#### Work instructions
Print all the data, keeping every line exactly as it is.

#### Study material
- - -
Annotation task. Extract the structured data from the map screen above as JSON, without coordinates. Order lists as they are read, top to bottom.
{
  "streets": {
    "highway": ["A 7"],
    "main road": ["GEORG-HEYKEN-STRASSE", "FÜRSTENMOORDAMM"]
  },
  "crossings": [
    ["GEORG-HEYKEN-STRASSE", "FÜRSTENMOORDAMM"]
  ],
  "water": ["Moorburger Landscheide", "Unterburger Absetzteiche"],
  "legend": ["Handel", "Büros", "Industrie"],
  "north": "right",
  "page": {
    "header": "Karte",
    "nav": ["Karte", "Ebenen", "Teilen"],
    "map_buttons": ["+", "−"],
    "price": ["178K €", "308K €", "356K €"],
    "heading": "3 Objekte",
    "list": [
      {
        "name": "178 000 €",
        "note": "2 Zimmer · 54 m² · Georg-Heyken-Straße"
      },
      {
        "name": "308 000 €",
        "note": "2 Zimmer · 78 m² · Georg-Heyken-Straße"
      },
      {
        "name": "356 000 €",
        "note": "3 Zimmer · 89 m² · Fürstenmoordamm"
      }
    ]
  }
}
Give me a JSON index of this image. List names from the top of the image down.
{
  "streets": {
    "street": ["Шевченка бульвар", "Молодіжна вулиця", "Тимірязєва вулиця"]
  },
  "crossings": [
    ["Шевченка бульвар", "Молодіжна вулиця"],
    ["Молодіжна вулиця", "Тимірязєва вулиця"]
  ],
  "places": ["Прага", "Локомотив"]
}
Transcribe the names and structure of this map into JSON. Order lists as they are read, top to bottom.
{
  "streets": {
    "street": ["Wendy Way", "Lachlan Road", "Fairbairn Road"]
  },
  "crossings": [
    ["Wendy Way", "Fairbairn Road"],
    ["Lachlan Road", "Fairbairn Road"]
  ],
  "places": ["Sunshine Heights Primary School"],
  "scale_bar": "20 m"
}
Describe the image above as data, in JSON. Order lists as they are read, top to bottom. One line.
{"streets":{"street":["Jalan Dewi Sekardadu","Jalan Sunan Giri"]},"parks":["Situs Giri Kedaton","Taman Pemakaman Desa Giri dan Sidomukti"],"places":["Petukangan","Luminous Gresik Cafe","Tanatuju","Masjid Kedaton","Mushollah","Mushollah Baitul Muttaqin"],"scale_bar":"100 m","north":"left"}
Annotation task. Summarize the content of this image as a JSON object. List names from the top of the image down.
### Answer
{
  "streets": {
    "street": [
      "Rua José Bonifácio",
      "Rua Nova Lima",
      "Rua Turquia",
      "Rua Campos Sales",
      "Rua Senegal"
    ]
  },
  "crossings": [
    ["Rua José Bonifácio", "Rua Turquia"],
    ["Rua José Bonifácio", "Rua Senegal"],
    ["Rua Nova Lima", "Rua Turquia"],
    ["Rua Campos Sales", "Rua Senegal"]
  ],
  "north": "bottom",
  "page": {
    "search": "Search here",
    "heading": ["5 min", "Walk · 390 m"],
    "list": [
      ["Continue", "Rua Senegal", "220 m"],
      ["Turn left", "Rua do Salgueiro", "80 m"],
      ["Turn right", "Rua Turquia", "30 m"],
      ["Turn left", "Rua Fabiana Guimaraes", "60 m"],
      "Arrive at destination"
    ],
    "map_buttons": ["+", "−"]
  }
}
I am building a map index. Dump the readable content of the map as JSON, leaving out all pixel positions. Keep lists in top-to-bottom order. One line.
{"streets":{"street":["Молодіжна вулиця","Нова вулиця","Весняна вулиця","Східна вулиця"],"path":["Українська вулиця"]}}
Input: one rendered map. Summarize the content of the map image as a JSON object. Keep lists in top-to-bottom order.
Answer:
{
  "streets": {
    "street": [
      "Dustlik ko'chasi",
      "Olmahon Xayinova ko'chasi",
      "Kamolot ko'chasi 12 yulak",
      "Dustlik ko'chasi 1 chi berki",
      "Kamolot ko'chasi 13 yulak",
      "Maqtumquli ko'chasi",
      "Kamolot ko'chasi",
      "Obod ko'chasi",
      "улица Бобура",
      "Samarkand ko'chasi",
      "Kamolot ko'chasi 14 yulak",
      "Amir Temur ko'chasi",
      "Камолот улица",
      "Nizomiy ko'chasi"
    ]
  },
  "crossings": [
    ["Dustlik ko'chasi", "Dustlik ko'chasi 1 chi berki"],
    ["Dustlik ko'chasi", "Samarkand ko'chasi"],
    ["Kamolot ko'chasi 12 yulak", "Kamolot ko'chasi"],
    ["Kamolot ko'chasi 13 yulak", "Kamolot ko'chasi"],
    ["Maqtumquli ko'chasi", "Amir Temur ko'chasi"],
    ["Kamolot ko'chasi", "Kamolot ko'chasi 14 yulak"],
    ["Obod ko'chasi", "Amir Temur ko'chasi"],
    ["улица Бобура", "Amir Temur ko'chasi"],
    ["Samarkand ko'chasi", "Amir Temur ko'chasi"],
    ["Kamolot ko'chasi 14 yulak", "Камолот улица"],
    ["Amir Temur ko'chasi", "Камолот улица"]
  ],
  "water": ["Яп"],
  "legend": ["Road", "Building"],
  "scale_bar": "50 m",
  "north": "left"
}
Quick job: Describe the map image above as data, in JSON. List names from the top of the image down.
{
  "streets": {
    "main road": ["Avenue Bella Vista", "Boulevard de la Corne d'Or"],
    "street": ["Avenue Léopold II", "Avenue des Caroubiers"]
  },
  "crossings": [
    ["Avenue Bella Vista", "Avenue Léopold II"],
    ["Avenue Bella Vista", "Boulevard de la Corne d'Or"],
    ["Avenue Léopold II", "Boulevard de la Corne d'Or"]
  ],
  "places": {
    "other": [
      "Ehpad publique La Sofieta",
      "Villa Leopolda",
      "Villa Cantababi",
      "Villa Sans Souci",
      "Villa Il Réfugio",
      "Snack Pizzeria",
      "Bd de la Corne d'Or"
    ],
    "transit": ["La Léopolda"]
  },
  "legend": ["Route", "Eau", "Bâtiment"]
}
- - -
#### Final answer
Annotation task. Extract the structured data from the map screen above as JSON, without coordinates. Order lists as they are read, top to bottom.
{
  "streets": {
    "highway": ["A 7"],
    "main road": ["GEORG-HEYKEN-STRASSE", "FÜRSTENMOORDAMM"]
  },
  "crossings": [
    ["GEORG-HEYKEN-STRASSE", "FÜRSTENMOORDAMM"]
  ],
  "water": ["Moorburger Landscheide", "Unterburger Absetzteiche"],
  "legend": ["Handel", "Büros", "Industrie"],
  "north": "right",
  "page": {
    "header": "Karte",
    "nav": ["Karte", "Ebenen", "Teilen"],
    "map_buttons": ["+", "−"],
    "price": ["178K €", "308K €", "356K €"],
    "heading": "3 Objekte",
    "list": [
      {
        "name": "178 000 €",
        "note": "2 Zimmer · 54 m² · Georg-Heyken-Straße"
      },
      {
        "name": "308 000 €",
        "note": "2 Zimmer · 78 m² · Georg-Heyken-Straße"
      },
      {
        "name": "356 000 €",
        "note": "3 Zimmer · 89 m² · Fürstenmoordamm"
      }
    ]
  }
}
Give me a JSON index of this image. List names from the top of the image down.
{
  "streets": {
    "street": ["Шевченка бульвар", "Молодіжна вулиця", "Тимірязєва вулиця"]
  },
  "crossings": [
    ["Шевченка бульвар", "Молодіжна вулиця"],
    ["Молодіжна вулиця", "Тимірязєва вулиця"]
  ],
  "places": ["Прага", "Локомотив"]
}
Transcribe the names and structure of this map into JSON. Order lists as they are read, top to bottom.
{
  "streets": {
    "street": ["Wendy Way", "Lachlan Road", "Fairbairn Road"]
  },
  "crossings": [
    ["Wendy Way", "Fairbairn Road"],
    ["Lachlan Road", "Fairbairn Road"]
  ],
  "places": ["Sunshine Heights Primary School"],
  "scale_bar": "20 m"
}
Describe the image above as data, in JSON. Order lists as they are read, top to bottom. One line.
{"streets":{"street":["Jalan Dewi Sekardadu","Jalan Sunan Giri"]},"parks":["Situs Giri Kedaton","Taman Pemakaman Desa Giri dan Sidomukti"],"places":["Petukangan","Luminous Gresik Cafe","Tanatuju","Masjid Kedaton","Mushollah","Mushollah Baitul Muttaqin"],"scale_bar":"100 m","north":"left"}
Annotation task. Summarize the content of this image as a JSON object. List names from the top of the image down.
### Answer
{
  "streets": {
    "street": [
      "Rua José Bonifácio",
      "Rua Nova Lima",
      "Rua Turquia",
      "Rua Campos Sales",
      "Rua Senegal"
    ]
  },
  "crossings": [
    ["Rua José Bonifácio", "Rua Turquia"],
    ["Rua José Bonifácio", "Rua Senegal"],
    ["Rua Nova Lima", "Rua Turquia"],
    ["Rua Campos Sales", "Rua Senegal"]
  ],
  "north": "bottom",
  "page": {
    "search": "Search here",
    "heading": ["5 min", "Walk · 390 m"],
    "list": [
      ["Continue", "Rua Senegal", "220 m"],
      ["Turn left", "Rua do Salgueiro", "80 m"],
      ["Turn right", "Rua Turquia", "30 m"],
      ["Turn left", "Rua Fabiana Guimaraes", "60 m"],
      "Arrive at destination"
    ],
    "map_buttons": ["+", "−"]
  }
}
I am building a map index. Dump the readable content of the map as JSON, leaving out all pixel positions. Keep lists in top-to-bottom order. One line.
{"streets":{"street":["Молодіжна вулиця","Нова вулиця","Весняна вулиця","Східна вулиця"],"path":["Українська вулиця"]}}
Input: one rendered map. Summarize the content of the map image as a JSON object. Keep lists in top-to-bottom order.
Answer:
{
  "streets": {
    "street": [
      "Dustlik ko'chasi",
      "Olmahon Xayinova ko'chasi",
      "Kamolot ko'chasi 12 yulak",
      "Dustlik ko'chasi 1 chi berki",
      "Kamolot ko'chasi 13 yulak",
      "Maqtumquli ko'chasi",
      "Kamolot ko'chasi",
      "Obod ko'chasi",
      "улица Бобура",
      "Samarkand ko'chasi",
      "Kamolot ko'chasi 14 yulak",
      "Amir Temur ko'chasi",
      "Камолот улица",
      "Nizomiy ko'chasi"
    ]
  },
  "crossings": [
    ["Dustlik ko'chasi", "Dustlik ko'chasi 1 chi berki"],
    ["Dustlik ko'chasi", "Samarkand ko'chasi"],
    ["Kamolot ko'chasi 12 yulak", "Kamolot ko'chasi"],
    ["Kamolot ko'chasi 13 yulak", "Kamolot ko'chasi"],
    ["Maqtumquli ko'chasi", "Amir Temur ko'chasi"],
    ["Kamolot ko'chasi", "Kamolot ko'chasi 14 yulak"],
    ["Obod ko'chasi", "Amir Temur ko'chasi"],
    ["улица Бобура", "Amir Temur ko'chasi"],
    ["Samarkand ko'chasi", "Amir Temur ko'chasi"],
    ["Kamolot ko'chasi 14 yulak", "Камолот улица"],
    ["Amir Temur ko'chasi", "Камолот улица"]
  ],
  "water": ["Яп"],
  "legend": ["Road", "Building"],
  "scale_bar": "50 m",
  "north": "left"
}
Quick job: Describe the map image above as data, in JSON. List names from the top of the image down.
{
  "streets": {
    "main road": ["Avenue Bella Vista", "Boulevard de la Corne d'Or"],
    "street": ["Avenue Léopold II", "Avenue des Caroubiers"]
  },
  "crossings": [
    ["Avenue Bella Vista", "Avenue Léopold II"],
    ["Avenue Bella Vista", "Boulevard de la Corne d'Or"],
    ["Avenue Léopold II", "Boulevard de la Corne d'Or"]
  ],
  "places": {
    "other": [
      "Ehpad publique La Sofieta",
      "Villa Leopolda",
      "Villa Cantababi",
      "Villa Sans Souci",
      "Villa Il Réfugio",
      "Snack Pizzeria",
      "Bd de la Corne d'Or"
    ],
    "transit": ["La Léopolda"]
  },
  "legend": ["Route", "Eau", "Bâtiment"]
}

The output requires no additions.